## Required action
Among the records below, count the lines where "body" occurs, and report that total alone.

=== Begin Enclosure ===

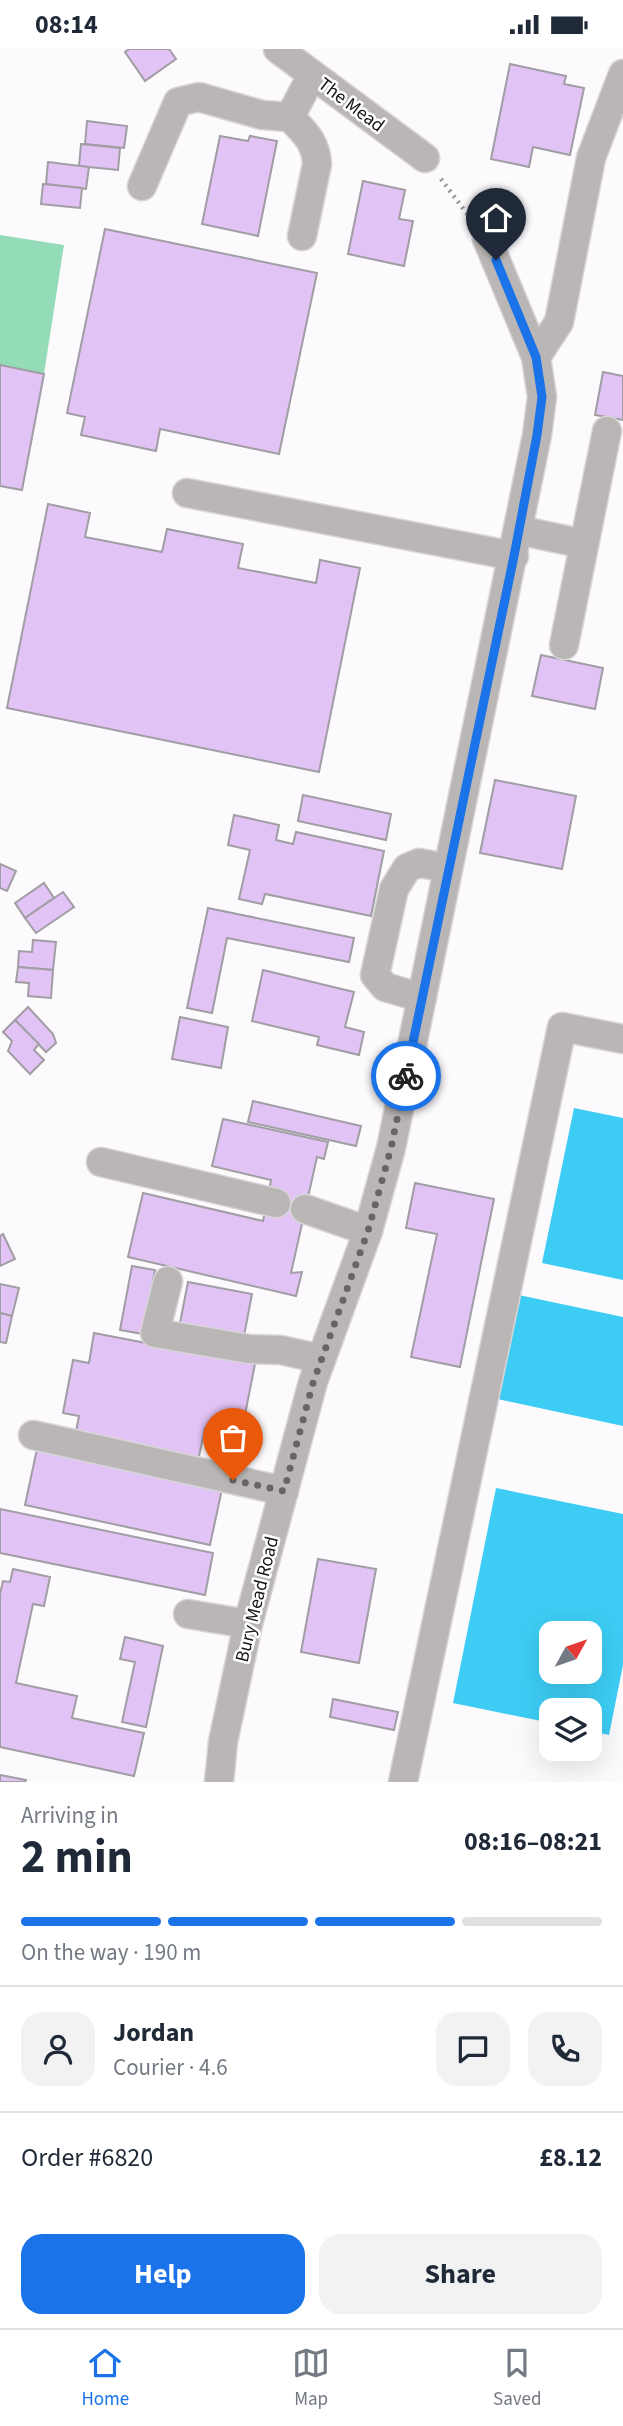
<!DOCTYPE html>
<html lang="en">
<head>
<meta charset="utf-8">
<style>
	:root { --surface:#fff; --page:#f2f2f3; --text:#1f2937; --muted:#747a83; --line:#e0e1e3; --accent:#1a73e8 }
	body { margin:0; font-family:"Source Sans 3",sans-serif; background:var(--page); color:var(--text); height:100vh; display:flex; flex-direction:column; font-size:26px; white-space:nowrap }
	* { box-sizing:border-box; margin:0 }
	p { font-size:23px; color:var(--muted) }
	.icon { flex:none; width:38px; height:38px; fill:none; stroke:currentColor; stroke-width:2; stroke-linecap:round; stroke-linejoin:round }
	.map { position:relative; height:1733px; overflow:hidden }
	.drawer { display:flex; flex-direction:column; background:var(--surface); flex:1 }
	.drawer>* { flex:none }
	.needle { width:46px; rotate:50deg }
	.buttons { position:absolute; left:539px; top:1572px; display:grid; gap:14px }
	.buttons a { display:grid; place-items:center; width:63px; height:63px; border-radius:14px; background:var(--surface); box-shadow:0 7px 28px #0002; font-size:35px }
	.pin { position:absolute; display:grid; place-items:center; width:60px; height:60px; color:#fff; margin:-72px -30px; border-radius:50% 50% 50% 0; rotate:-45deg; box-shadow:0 0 7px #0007 }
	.pin .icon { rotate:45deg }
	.courier { position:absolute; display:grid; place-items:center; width:70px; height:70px; margin:-35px; border:5px solid #1a73e8; border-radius:50%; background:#fff; color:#222; box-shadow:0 2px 9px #0007 }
	.summary em { font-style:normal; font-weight:700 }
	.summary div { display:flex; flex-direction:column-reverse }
	.summary { display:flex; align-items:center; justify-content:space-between; height:119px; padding:0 21px }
	h1 { font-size:46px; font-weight:700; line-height:52px }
	.bar { display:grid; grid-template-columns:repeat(4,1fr); gap:10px 7px; align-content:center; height:84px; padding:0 21px }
	.bar i { height:9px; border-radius:5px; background:var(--line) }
	.bar .on { background:var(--accent) }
	.bar p { grid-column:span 4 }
	.line { display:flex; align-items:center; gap:18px; padding:0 21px; border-top:2px solid var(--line) }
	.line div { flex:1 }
	.round { display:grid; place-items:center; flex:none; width:74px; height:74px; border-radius:21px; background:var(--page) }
	.action { display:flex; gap:14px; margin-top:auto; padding:14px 21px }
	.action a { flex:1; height:80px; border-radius:21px; background:var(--accent); color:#fff; font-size:28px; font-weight:700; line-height:80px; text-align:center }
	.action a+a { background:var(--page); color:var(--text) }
	.status { display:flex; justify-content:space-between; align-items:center; height:49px; padding:0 35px; background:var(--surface); direction:ltr }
	.status svg { height:19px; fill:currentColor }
	.tab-bar { display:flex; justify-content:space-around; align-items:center; height:98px; border-top:2px solid var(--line); background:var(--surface); font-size:19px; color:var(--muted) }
	.tab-bar a { display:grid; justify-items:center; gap:4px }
	.tab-bar .on { color:var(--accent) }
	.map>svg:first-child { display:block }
</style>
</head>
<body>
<div class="status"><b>08:14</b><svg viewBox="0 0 49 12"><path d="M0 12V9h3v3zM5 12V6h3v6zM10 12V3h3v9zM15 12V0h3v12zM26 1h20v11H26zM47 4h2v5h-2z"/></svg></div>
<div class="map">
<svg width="623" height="1733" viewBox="0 0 623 1733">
	<rect width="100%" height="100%" fill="#fdfafe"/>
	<!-- green -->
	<path fill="#94dbb8" d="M 0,186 L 64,196 L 44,325 L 0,316 Z"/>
	<!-- water -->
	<g fill="#3dcdf4" fill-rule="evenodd">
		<path d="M 574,1059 L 623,1069 L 623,1231 L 542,1214 Z"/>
		<path d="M 514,1245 L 623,1268 L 623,1377 L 493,1349 Z"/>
		<path d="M 496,1439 L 623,1465 L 623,1616 L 609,1686 L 590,1682 L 590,1661 L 551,1661 L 551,1674 L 453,1654 ZM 551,1584 L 590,1584 L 590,1622 L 551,1622 Z"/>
	</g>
	<!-- building -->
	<g fill="#e2c3f6" stroke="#a09da3" stroke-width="2">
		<path d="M 129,0 L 169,0 L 176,10 L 145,32 L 125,3 Z"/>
		<path d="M 510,15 L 566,27 L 564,35 L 584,39 L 570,106 L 533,98 L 529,118 L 491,110 Z"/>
		<path d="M 87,72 L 127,77 L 124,99 L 85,95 Z"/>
		<path d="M 220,87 L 248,92 L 250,87 L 277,92 L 258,187 L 202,175 Z"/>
		<path d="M 81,95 L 120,99 L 118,121 L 79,117 Z"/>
		<path d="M 48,113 L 89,118 L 86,140 L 46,135 Z"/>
		<path d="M 363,132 L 405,141 L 399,170 L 413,172 L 404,217 L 348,205 Z"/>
		<path d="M 43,135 L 82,139 L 80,159 L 41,155 Z"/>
		<path d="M 105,180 L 317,224 L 279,405 L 160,380 L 156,402 L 81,386 L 85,368 L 67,364 Z"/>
		<path d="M 0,316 L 44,325 L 22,441 L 0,437 Z"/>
		<path d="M 603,323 L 623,327 L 623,371 L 595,366 Z"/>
		<path d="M 48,455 L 90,464 L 85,488 L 162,503 L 167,480 L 243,495 L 238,519 L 316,534 L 320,511 L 360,519 L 319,723 L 7,659 Z"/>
		<path d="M 541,606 L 603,619 L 595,660 L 532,647 Z"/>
		<path d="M 495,731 L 576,747 L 562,820 L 480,804 Z"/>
		<path d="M 303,746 L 391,765 L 386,791 L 298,772 Z"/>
		<path d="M 234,766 L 279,776 L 276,791 L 293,795 L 296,783 L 384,802 L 371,867 L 265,845 L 262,855 L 239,850 L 250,801 L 228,796 Z"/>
		<path d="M 0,815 L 16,822 L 7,842 L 0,839 Z"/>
		<path d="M 44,834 L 54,849 L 25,869 L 15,854 Z"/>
		<path d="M 63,843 L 74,858 L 36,884 L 25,869 Z"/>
		<path d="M 208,859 L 354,889 L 349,913 L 227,889 L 212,964 L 187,959 Z"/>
		<path d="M 33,891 L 56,893 L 53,921 L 18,918 L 19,902 L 32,903 Z"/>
		<path d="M 18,918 L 53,921 L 51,949 L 28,947 L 29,934 L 16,933 Z"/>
		<path d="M 263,921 L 354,943 L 345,978 L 364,983 L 359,1006 L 317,996 L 319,988 L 252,972 Z"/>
		<path d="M 28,958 L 53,985 L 56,994 L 46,1003 L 15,971 Z"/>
		<path d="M 180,968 L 228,978 L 221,1019 L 172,1010 Z"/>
		<path d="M 15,971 L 39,995 L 34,1001 L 44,1011 L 30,1025 L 8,1002 L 12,992 L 3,983 Z"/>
		<path d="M 253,1052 L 361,1077 L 356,1097 L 248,1073 Z"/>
		<path d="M 223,1070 L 328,1093 L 324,1110 L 317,1108 L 291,1224 L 302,1223 L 296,1247 L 128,1208 L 143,1144 L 263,1172 L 271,1131 L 212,1117 Z"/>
		<path d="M 415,1134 L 494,1150 L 460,1318 L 411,1308 L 437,1185 L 406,1179 Z"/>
		<path d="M 3,1185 L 15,1210 L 0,1217 L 0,1187 Z"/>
		<path d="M 132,1217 L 155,1221 L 143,1285 L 120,1281 Z"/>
		<path d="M 188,1233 L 252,1245 L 243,1292 L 179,1279 Z"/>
		<path d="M 0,1235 L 19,1239 L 12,1267 L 0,1264 Z"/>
		<path d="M 0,1264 L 12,1267 L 6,1294 L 0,1293 Z"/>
		<path d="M 94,1284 L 255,1315 L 241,1386 L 205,1379 L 198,1412 L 75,1388 L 79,1367 L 63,1364 L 73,1311 L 89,1314 Z"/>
		<path d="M 37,1400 L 222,1440 L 210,1496 L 25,1456 Z"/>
		<path d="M 0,1460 L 213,1504 L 205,1546 L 0,1504 Z"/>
		<path d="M 318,1510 L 376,1520 L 359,1614 L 301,1603 Z"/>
		<path d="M 13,1520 L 50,1528 L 44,1557 L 33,1555 L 16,1634 L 77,1647 L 72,1669 L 144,1684 L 134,1727 L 0,1698 L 0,1545 L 3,1532 L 10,1533 Z"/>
		<path d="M 125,1588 L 163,1597 L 146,1678 L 122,1673 L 135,1613 L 120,1610 Z"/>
		<path d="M 333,1650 L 398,1663 L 394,1681 L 330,1668 Z"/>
		<path d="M 0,1726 L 26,1731 L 25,1733 L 0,1733 Z"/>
	</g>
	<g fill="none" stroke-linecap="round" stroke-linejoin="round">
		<defs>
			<g id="minor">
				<path d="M 278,0 L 425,109"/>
				<path d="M 290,68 C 304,83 316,93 317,115 L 302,187"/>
				<path d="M 142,137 L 178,53 L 199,48 L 262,66 L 290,68 L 312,26"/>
				<path d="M 536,308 L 559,273 L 591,109 L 623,25"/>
				<path d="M 187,444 L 514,507"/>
				<path d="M 518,481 L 584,495"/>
				<path d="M 564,596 L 607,382"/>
				<path d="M 422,949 L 385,938 L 375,926 L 394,840 L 407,819 L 419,814 L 448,819"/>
				<path d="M 101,1113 L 276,1154"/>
				<path d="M 305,1160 L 368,1182"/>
				<path d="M 168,1232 L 155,1284 L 249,1300 L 281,1301 L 321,1310"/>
				<path d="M 33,1386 L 284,1442"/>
				<path d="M 188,1565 L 248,1575"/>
				<path d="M 219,1733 L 223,1693 L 248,1575 L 313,1333 L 368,1182 L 391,1099 L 537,386 L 542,348 L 536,308 L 487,190"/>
				<path d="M 403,1733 L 562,978 L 623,990"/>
			</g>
		</defs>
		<!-- minor casing -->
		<use href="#minor" stroke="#d8d5d9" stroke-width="31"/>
		<!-- path -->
		<path stroke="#949295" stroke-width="4.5" stroke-dasharray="2 5" stroke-linecap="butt" d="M 441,130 L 471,170"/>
		<!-- minor -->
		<use href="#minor" stroke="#bab6b5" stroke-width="28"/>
	</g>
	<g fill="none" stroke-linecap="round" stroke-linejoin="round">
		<!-- done -->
		<path stroke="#676467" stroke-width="7" stroke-dasharray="0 12.6" d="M 233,1431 L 284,1442 L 313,1334 L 368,1182 L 391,1099 L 406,1027"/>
		<!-- route -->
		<path stroke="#1a73e8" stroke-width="9" d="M 406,1027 L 514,507 L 537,386 L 542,348 L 536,308 L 496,211"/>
	</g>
	<g text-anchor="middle" stroke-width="5" stroke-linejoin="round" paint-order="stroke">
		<!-- street labels -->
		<g font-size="19" fill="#161416" stroke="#fff">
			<text transform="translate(352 55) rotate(37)" y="7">The Mead</text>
			<text transform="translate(256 1550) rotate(-76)" y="7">Bury Mead Road</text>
		</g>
	</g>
</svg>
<div class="buttons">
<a><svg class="needle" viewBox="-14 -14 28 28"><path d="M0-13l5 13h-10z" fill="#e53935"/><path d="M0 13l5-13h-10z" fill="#747a83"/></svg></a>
<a><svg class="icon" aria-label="layers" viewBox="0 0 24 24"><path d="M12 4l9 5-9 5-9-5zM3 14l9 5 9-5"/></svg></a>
</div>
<div class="pin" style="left:233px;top:1431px;background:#ea580c"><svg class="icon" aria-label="bag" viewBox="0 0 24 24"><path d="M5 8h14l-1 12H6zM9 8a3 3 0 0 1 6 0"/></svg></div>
<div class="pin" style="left:496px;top:211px;background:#1f2937"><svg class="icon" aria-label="home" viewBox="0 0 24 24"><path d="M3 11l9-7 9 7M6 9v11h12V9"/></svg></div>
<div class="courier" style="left:406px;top:1027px"><svg class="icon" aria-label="bike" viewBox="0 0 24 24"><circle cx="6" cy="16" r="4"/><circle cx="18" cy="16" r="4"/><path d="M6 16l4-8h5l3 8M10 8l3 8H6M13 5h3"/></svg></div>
</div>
<section class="drawer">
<div class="summary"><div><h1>2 min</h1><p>Arriving in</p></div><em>08:16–08:21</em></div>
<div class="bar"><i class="on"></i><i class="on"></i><i class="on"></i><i></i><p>On the way · 190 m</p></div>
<div class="line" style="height:126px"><a class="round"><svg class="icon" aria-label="person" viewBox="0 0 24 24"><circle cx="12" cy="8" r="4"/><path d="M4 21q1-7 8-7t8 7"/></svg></a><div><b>Jordan</b><p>Courier · 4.6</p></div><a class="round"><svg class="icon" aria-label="chat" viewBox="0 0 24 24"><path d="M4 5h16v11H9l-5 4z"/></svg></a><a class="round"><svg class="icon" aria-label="phone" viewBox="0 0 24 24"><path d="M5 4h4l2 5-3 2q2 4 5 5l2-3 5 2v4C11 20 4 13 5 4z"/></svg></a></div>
<div class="line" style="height:91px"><div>Order #6820</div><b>£8.12</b></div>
<div class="action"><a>Help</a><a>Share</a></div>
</section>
<nav class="tab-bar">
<a class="on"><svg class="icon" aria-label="home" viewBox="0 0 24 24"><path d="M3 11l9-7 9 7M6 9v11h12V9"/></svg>Home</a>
<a><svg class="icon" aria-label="map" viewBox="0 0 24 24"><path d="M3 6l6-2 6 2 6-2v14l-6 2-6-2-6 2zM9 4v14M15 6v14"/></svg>Map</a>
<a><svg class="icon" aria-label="saved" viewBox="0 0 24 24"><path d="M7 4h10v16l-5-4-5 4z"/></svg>Saved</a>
</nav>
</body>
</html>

=== End Enclosure ===

## Completed task
3